By Sarah Honig
The Jerusalem Post - May 11, 2005
Yad Mordechai, Nitzanim, Kfar Etzion and Kfar Darom share much in common. All were lost to invading Arab forces during the vicious existential war imposed on the newborn Jewish state in 1948. All were eventually won back, all resettled and reclaimed from the utter ruin to which unbridled hate reduced them.
The first to fall, and perhaps the most emotively remembered, was Kfar Etzion on the Jerusalem-Hebron road. Its area was purchased by Jews in 1927, but the small settlement founded there was devastated in the 1929 murderous Arab pogroms, which also eradicated Hebron's ancient Jewish community. The settlement was resurrected in 1932 and named Kfar Etzion for the orange grower who owned the holding. It was redestroyed in the bloody Arab insurgency of 1936. The JNF restored it in 1943, when it became a religious (Hapoel Hamizrahi) kibbutz.

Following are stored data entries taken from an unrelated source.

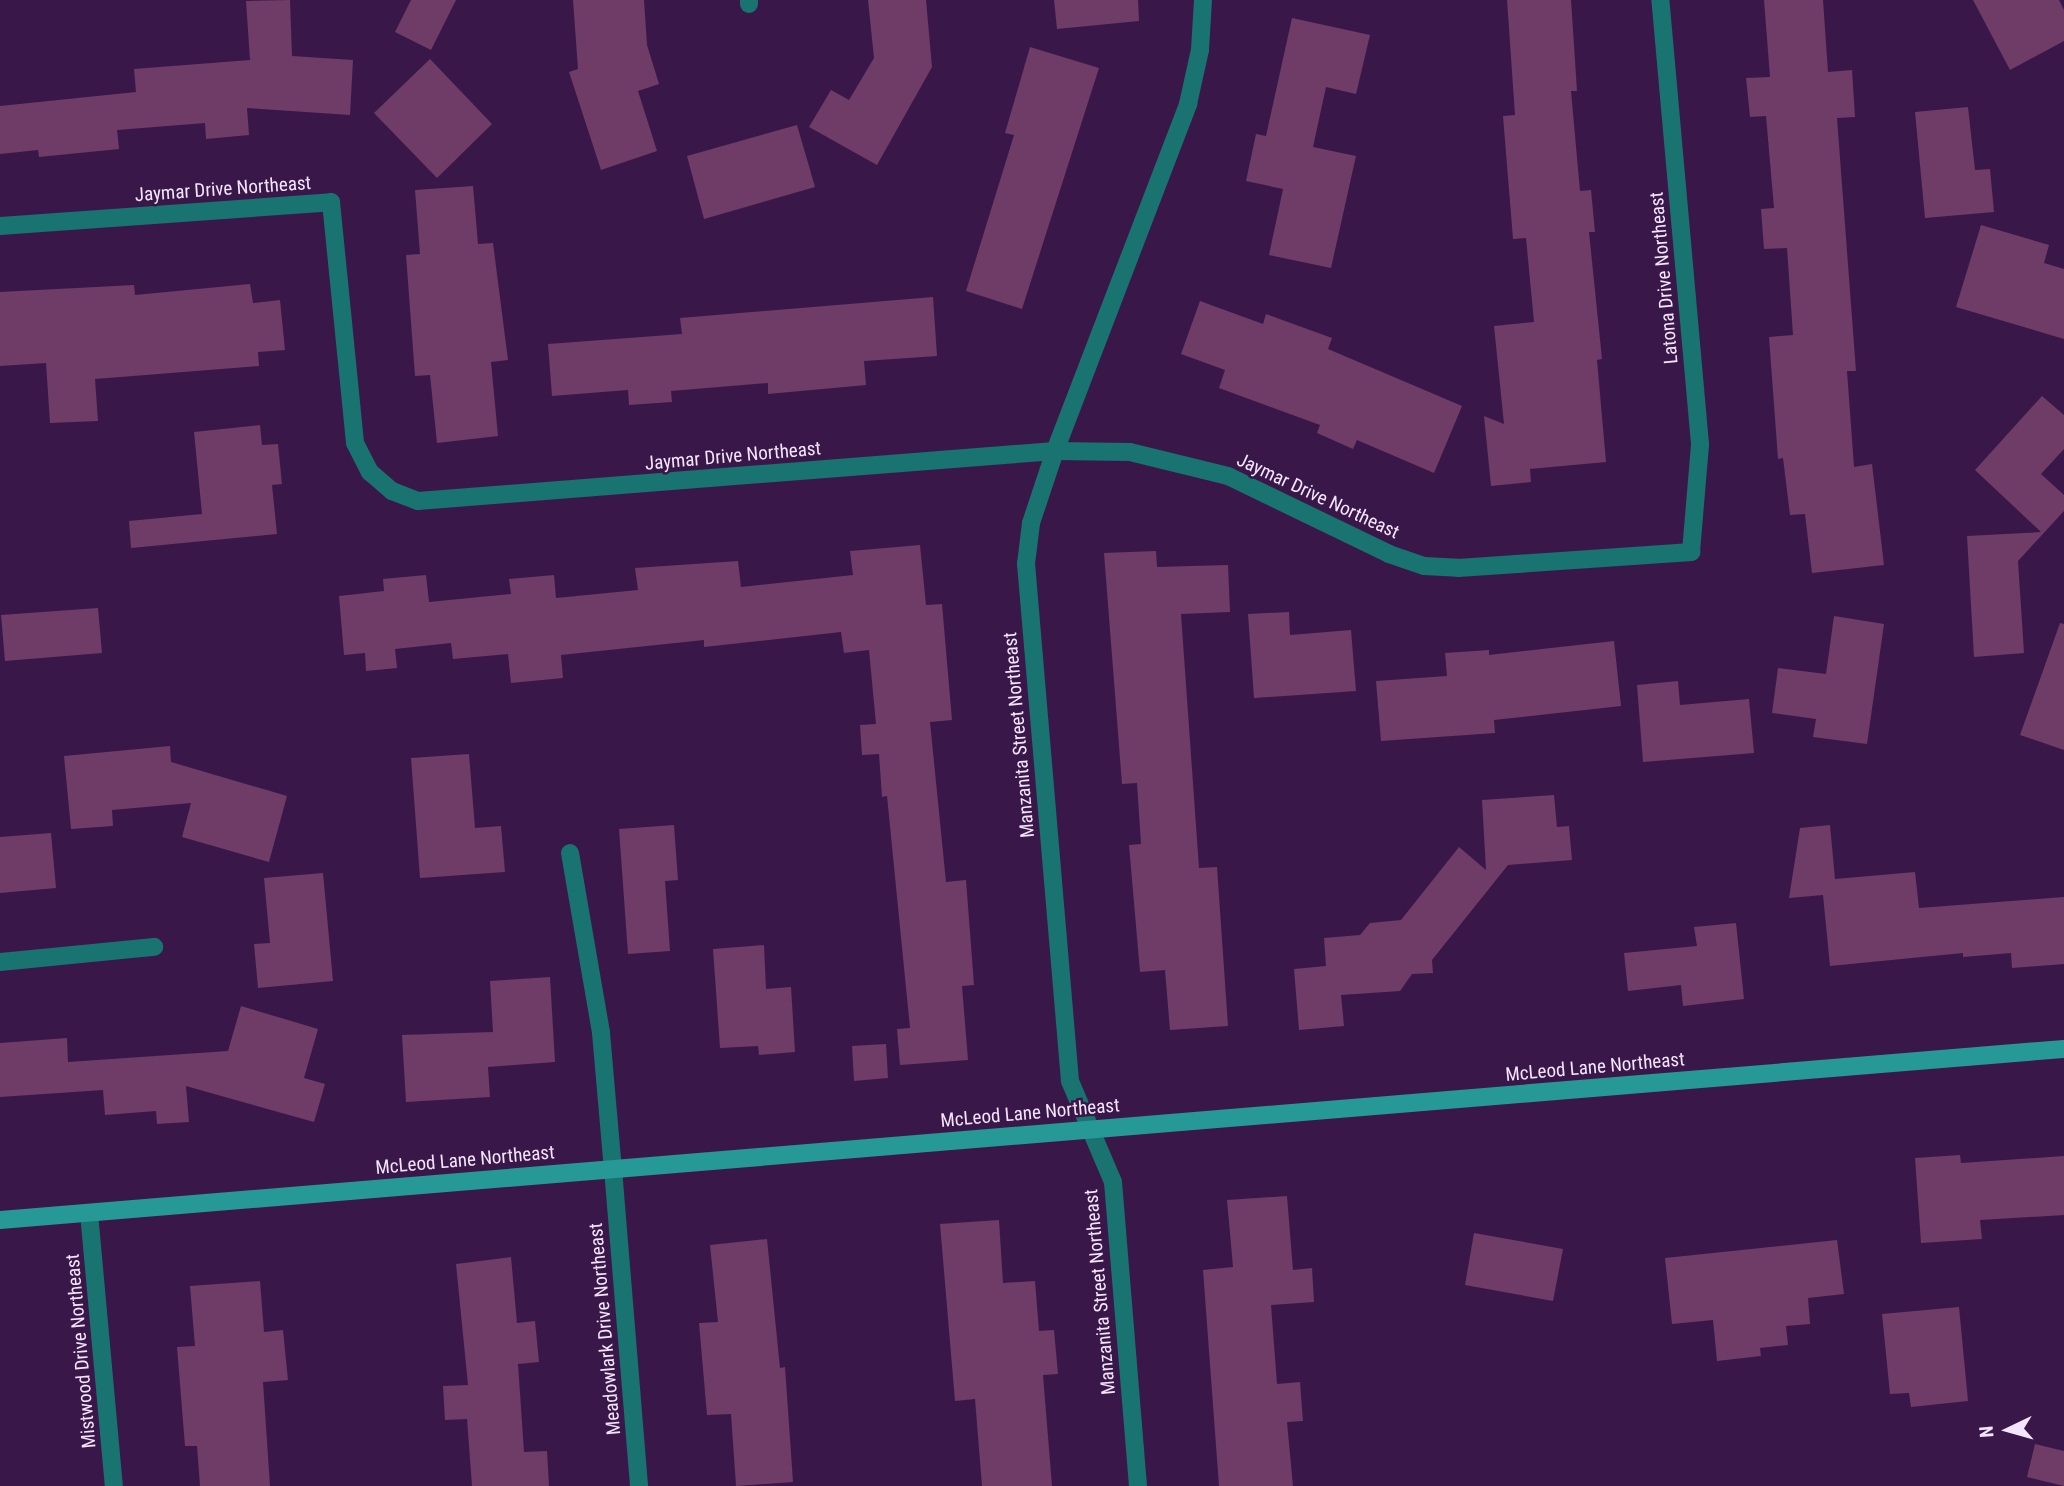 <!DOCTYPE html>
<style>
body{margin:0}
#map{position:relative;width:2064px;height:1486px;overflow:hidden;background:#391849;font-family:"Roboto Condensed",sans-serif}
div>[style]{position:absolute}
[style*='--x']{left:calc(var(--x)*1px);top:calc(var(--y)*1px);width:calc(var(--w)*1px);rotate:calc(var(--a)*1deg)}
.building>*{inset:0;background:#6e3c66}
.lane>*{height:18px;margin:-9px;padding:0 9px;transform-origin:9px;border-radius:9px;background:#187371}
.street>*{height:18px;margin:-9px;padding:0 9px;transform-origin:9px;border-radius:9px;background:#187371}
.secondary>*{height:18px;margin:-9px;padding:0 9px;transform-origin:9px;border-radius:9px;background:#269895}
span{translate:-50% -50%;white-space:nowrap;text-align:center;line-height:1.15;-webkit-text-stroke:5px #391849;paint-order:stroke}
.street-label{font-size:19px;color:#f4e5fd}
.north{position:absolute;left:1973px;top:1395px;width:70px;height:70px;-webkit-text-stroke:5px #391849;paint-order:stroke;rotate:265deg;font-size:19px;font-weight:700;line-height:28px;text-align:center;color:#f4e5fd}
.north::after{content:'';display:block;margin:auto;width:24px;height:32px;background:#f4e5fd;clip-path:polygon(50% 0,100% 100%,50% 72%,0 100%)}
</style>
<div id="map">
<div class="building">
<i style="clip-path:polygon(290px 0,292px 56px,353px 60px,350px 115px,247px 108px,249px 135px,206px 139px,205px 123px,117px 130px,119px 149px,39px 157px,38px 150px,0 154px,0 106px,136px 92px,134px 69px,250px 60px,246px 1px)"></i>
<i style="clip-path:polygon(411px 0,456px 0,431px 50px,395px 32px)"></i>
<i style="clip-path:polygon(573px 0,644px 0,647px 45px,659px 84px,638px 91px,657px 151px,601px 170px,569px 72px,578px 69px)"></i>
<i style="clip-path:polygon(868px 0,926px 0,932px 67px,877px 165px,809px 127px,831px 90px,849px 100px,874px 58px)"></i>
<i style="clip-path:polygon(1054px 0,1138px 0,1139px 21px,1057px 29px)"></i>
<i style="clip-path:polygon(1507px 0,1571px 0,1577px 91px,1571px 91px,1580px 191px,1591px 190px,1595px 232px,1589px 232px,1602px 359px,1597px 360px,1606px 462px,1530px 469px,1531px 482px,1491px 486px,1484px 416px,1504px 424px,1494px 326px,1534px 322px,1526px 238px,1513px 239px,1503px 116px,1515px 115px)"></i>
<i style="clip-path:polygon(1764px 0,1823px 0,1828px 72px,1852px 70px,1855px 117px,1837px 118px,1856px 371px,1847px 371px,1854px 467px,1872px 464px,1884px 565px,1812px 573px,1805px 514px,1790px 515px,1783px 458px,1778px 459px,1769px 337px,1793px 335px,1787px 248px,1764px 249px,1761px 209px,1774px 208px,1766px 116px,1750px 117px,1746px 78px,1770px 77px)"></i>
<i style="clip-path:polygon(1973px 0,2059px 0,2064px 10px,2064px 41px,2010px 70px)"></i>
<i style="clip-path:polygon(1292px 18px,1370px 35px,1356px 94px,1326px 87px,1313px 147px,1356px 156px,1331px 268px,1269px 255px,1283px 189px,1246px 181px,1256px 134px,1266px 136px)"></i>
<i style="clip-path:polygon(1030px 47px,1099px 68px,1022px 309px,966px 291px,1014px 135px,1005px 133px)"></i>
<i style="clip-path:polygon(430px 59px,492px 124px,437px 178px,374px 113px)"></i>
<i style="clip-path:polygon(1968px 107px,1975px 170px,1990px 169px,1994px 212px,1925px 218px,1915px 112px)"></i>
<i style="clip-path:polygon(797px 125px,815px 187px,704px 219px,687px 156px)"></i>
<i style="clip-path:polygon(473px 186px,478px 244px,493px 243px,508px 360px,491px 362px,498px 436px,437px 443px,430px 375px,415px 376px,406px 255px,420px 254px,415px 190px)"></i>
<i style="clip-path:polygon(1981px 225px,2049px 245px,2044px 263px,2064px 269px,2064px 339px,1956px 307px)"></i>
<i style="clip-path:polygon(250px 284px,253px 303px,280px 300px,285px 350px,258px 352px,259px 366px,95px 379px,98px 421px,50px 423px,46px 363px,0 366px,0 292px,134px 285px,135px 295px)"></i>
<i style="clip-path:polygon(933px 297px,937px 356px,864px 361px,866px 385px,768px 394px,768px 383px,671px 391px,672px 402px,629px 405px,628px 390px,552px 396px,548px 344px,682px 334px,680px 318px)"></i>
<i style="clip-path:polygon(1200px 301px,1263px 324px,1266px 314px,1332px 338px,1328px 349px,1462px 406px,1434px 473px,1357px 440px,1353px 449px,1317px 433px,1320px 425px,1219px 388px,1225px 370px,1181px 354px)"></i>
<i style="clip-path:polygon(2042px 396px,2064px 415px,2064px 449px,2041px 474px,2064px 495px,2064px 511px,2018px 561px,2024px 653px,1974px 657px,1967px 536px,2041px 532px,1975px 470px)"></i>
<i style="clip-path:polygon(260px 425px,262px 445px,278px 444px,282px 484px,272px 485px,277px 534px,131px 548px,129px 521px,202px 514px,194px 432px)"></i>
<i style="clip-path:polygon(920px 545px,926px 605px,942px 604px,952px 720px,930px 722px,946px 882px,966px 880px,974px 985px,962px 986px,968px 1060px,900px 1065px,897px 1029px,910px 1028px,887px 796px,882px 797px,879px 754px,862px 755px,860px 725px,876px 724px,869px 650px,844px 653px,841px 632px,704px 647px,704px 640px,561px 655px,563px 678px,511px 683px,508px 654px,453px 659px,451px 643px,395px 649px,397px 668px,366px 671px,365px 653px,344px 655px,339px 596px,384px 591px,383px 579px,426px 575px,429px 602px,511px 594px,509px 579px,554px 575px,556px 598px,638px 590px,635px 568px,738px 561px,741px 587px,853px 575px,850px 551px)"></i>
<i style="clip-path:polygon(1156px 551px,1157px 567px,1228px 565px,1230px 612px,1181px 614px,1199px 868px,1217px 867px,1228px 1026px,1170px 1030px,1165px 970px,1140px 972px,1129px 845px,1141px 844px,1137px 783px,1122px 784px,1104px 553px)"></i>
<i style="clip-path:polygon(98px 608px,102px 653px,5px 661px,1px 615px)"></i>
<i style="clip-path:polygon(1289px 612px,1290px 635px,1351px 630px,1356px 691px,1254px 698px,1248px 614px)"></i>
<i style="clip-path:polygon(1834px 616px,1884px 624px,1867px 744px,1813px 737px,1816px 719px,1772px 713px,1778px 668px,1826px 674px)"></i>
<i style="clip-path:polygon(2060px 623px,2064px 624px,2064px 750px,2020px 735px)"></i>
<i style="clip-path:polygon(1614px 641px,1621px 706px,1494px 720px,1495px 733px,1381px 741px,1376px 681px,1447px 676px,1445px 653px,1489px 650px,1489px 655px)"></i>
<i style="clip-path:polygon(1678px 681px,1680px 705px,1749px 699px,1754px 753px,1643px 762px,1637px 685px)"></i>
<i style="clip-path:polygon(170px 746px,171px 762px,287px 796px,269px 862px,182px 837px,191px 803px,112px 810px,113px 826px,71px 829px,64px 756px)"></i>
<i style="clip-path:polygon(469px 754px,475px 828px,501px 826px,505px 872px,420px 878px,411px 758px)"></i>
<i style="clip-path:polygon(1554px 795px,1557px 827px,1569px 826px,1572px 860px,1508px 865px,1432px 960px,1433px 973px,1412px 974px,1400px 991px,1341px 995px,1344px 1026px,1299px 1030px,1294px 969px,1326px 966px,1324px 938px,1360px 935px,1370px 923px,1401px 920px,1459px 847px,1486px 870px,1482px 800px)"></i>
<i style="clip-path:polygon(674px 825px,678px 880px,665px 881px,670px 951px,628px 954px,619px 829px)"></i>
<i style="clip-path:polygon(1830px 825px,1835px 879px,1915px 872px,1919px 908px,2064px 897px,2064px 964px,2012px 968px,2011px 953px,1963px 957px,1963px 953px,1830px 966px,1823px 895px,1789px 898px,1800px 828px)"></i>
<i style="clip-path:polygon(51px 833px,56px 888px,0 893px,0 837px)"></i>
<i style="clip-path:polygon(323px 873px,333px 981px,258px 988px,254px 944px,270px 943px,264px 878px)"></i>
<i style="clip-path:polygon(1736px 923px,1744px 999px,1683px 1006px,1681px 985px,1628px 991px,1624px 953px,1697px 946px,1694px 927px)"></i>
<i style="clip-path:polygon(764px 945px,766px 989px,791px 987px,795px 1052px,759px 1055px,758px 1046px,720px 1048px,713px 949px)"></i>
<i style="clip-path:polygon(550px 977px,555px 1062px,488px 1067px,490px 1097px,406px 1102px,402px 1035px,493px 1032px,490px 981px)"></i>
<i style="clip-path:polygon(241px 1006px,318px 1029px,304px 1078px,325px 1084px,314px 1122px,186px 1086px,189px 1122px,157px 1124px,156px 1111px,105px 1115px,103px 1090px,0 1097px,0 1043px,67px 1038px,68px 1062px,228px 1051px)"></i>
<i style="clip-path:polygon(886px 1044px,888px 1078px,854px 1081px,852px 1046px)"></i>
<i style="clip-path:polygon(1960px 1155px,1961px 1163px,2064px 1156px,2064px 1215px,1980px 1220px,1982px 1239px,1921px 1243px,1915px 1158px)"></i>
<i style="clip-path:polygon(1287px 1196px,1293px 1270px,1312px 1268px,1314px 1302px,1271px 1305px,1277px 1384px,1300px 1382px,1303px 1421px,1287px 1422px,1293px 1486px,1219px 1486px,1203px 1270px,1233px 1267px,1227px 1200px)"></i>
<i style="clip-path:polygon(999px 1220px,1003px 1283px,1035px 1281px,1039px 1331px,1054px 1330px,1058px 1374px,1043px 1375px,1052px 1486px,982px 1486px,975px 1399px,955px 1401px,940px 1224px)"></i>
<i style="clip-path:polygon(1474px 1233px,1563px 1249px,1553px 1301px,1465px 1285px)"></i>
<i style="clip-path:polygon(767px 1239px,780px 1368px,785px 1367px,793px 1482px,736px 1486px,731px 1414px,707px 1415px,699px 1323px,718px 1322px,710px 1245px)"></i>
<i style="clip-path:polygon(1837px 1240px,1844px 1294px,1808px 1298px,1810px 1324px,1786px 1326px,1788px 1345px,1760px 1348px,1761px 1356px,1717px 1361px,1713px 1320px,1672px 1324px,1665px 1258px)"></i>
<i style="clip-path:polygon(511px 1257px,517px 1323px,535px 1321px,539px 1362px,518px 1364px,524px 1452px,547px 1451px,549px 1486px,472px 1486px,467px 1419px,445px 1420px,443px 1386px,468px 1385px,456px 1264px)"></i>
<i style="clip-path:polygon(260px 1281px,264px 1332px,283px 1330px,288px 1380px,263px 1382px,270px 1486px,200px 1486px,197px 1446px,185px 1446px,177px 1347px,195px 1346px,190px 1286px)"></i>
<i style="clip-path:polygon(1959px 1307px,1968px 1401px,1911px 1407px,1909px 1393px,1890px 1394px,1882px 1314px)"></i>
<i style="clip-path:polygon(2035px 1444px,2064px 1451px,2064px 1486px,2027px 1477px)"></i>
</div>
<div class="lane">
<i style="--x:570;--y:853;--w:183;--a:80.2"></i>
<i style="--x:601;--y:1033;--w:137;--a:85"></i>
</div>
<div class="street">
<i style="--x:749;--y:0;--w:4;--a:90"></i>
<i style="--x:0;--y:226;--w:332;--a:-4.1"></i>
<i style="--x:331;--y:202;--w:242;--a:84.3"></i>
<i style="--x:355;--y:443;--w:33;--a:63"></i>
<i style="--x:370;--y:472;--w:29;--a:41"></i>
<i style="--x:392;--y:491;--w:28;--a:21"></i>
<i style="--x:418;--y:501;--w:639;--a:-4.49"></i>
<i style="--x:1055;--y:451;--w:75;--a:0.8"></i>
<i style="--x:1130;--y:452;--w:101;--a:13.8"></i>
<i style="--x:1228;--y:476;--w:179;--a:25.8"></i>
<i style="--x:1389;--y:554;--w:37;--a:19"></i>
<i style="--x:1424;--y:566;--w:34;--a:3"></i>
<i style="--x:1458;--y:568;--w:234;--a:-3.9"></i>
<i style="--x:1691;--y:552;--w:108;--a:-85.2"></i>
<i style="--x:1700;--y:444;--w:446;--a:-95.1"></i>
<i style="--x:0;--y:962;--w:155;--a:-5.6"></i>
<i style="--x:613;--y:1169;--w:318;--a:85.3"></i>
<i style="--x:89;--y:1213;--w:274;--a:84.8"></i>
<i style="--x:1138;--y:1486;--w:305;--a:-94.7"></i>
<i style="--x:1113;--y:1182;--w:110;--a:-113.1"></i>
<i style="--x:1070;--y:1081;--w:519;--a:-94.86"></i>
<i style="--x:1026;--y:564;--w:41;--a:-83"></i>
<i style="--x:1031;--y:523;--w:76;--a:-71.6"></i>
<i style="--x:1055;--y:451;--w:372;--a:-69"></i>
<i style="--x:1188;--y:104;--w:55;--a:-77.5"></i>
<i style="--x:1200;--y:50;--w:50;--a:-86.6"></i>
</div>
<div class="secondary">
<i style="--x:0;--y:1220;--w:2071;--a:-4.74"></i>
</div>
<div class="street-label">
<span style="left:223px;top:189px;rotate:-4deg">Jaymar Drive Northeast</span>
<span style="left:1664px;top:278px;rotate:-95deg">Latona Drive Northeast</span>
<span style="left:733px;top:456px;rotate:-5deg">Jaymar Drive Northeast</span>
<span style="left:1318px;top:496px;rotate:25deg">Jaymar Drive Northeast</span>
<span style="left:1019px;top:735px;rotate:-95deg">Manzanita Street Northeast</span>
<span style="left:1595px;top:1067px;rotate:-5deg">McLeod Lane Northeast</span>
<span style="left:1030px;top:1113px;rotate:-5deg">McLeod Lane Northeast</span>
<span style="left:465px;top:1160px;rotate:-5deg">McLeod Lane Northeast</span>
<span style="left:1100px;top:1292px;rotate:-95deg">Manzanita Street Northeast</span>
<span style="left:605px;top:1329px;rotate:-95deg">Meadowlark Drive Northeast</span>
<span style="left:81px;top:1351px;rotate:-95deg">Mistwood Drive Northeast</span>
</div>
<div class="north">N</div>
</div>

Kfar Etzion was defeated on May 14 - the day Israel declared its independence. Its captured defenders were cold-bloodedly massacred.
Next in the tragic chronology came Yad Mordechai, bordering the edge of today's Gaza Strip and named after the Warsaw Ghetto uprising's heroic leader. The Hashomer Hatzair kibbutz straddled the strategic invasion route by which the Egyptian army strove to penetrate all the way to Tel Aviv. It was, therefore, pounded with the full might and ferocity of the Egyptian army.
A small besieged band with scant light weaponry held back tanks, artillery and infantry regiments, but finally, on May 23, after a six-day battle in which 24 defenders were killed, Yad Mordechai was overwhelmed. Its survivors escaped under the cover of darkness.
The story of more northerly Nitzanim is similar. Founded by Haoved Hatzioni on JNF land, it too took the brunt of Egyptian attacks. Again it was persevering resistance of the few against the many until the Egyptians overpowered the defenders, on June 8. There were casualties, POWs, MIAs, atrocities, sadistically mutilated corpses and gang rapes.
KFAR DAROM held out the longest, but its plight was identical and every bit as hopeless.
Its western Negev plot was acquired by citrus farmer Tuvia Miller in 1930. His groves were ravaged repeatedly during the 1936-39 Arab riots. In 1945 the JNF bought him out and Kfar Darom was established as another Hapoel Hamizrahi kibbutz. It was named after a talmudic-period village in the vicinity.
Kfar Darom too constituted an obstacle on the Egyptian penetration path into the coastal plain, inviting brutal battering and interminable shelling.
A major offensive on May 10 was thwarted at close range by besieged pioneers, none of whom emerged unhurt. Seventy Arab dead were left behind and Kfar Darom's incredible stand became legend. A relief convoy, which barely broke through on May 15, only made things worse. Its men, many of them injured, were entrapped in the blockaded kibbutz as well, and the few provisions left now had to stretch further. Nevertheless - outnumbered, hungry, thirsty and bleeding - the defenders foiled another large-scale Egyptian onslaught that very day.
Kfar Darom hung on by sheer grit for several more months. There was no way to remove the wounded, relieve any beleaguered fighters, deliver ammunition or replenish severely dwindling supplies.
Attempts to parachute food in failed. Another rescue convoy was ambushed and managed to sneak out only eight days later with some walking-wounded and women. Before sunrise on July 8 the remaining defenders clandestinely retreated along with stretcher-borne wounded, their few guns and two Torah scrolls.
There was an epilogue, however.
Six months after Yad Mordechai and Nitzanim fell, the IDF liberated them.
The same happened to Kfar Etzion and Kfar Darom - but after a 19-year delay.
The Six Day War returned both to Jewish hands.
All four once-lost settlements were lovingly revived. Nobody nowadays would imagine ceding Yad Mordechai or Nitzanim. Their earlier liberation placed them within the Green Line. For now, the vast majority of Israelis consider it sacrilege to even suggest giving up Kfar Etzion. Its bloodletting and courage are still part of our fading national lore.
But phoenix-like Kfar Darom - twice destroyed and twice arisen from its ashes - is about to be surrendered. It isn't because of battlefield disasters but because an uncoerced Israeli government decided to unilaterally sacrifice it. That's all that differentiates Kfar Darom from Kfar Etzion (also liberated from Arab occupation in 1967), or from Yad Mordechai and Nitzanim (fellow victims of genocidal Egyptian aggression).
What will the sacrifice of Kfar Darom prove? Only that trendy defeatist dogma considers Jewish losses irretrievable, while Arab losses are inherently reversible and mandate a return to square one.
Jews are portable. They can never legitimately regain territory forcibly wrested from them. If they do, they'll be branded unlawful occupiers. This is something for all the good folks in Yad Mordechai, Nitzanim and Kfar Etzion to lose sleep over.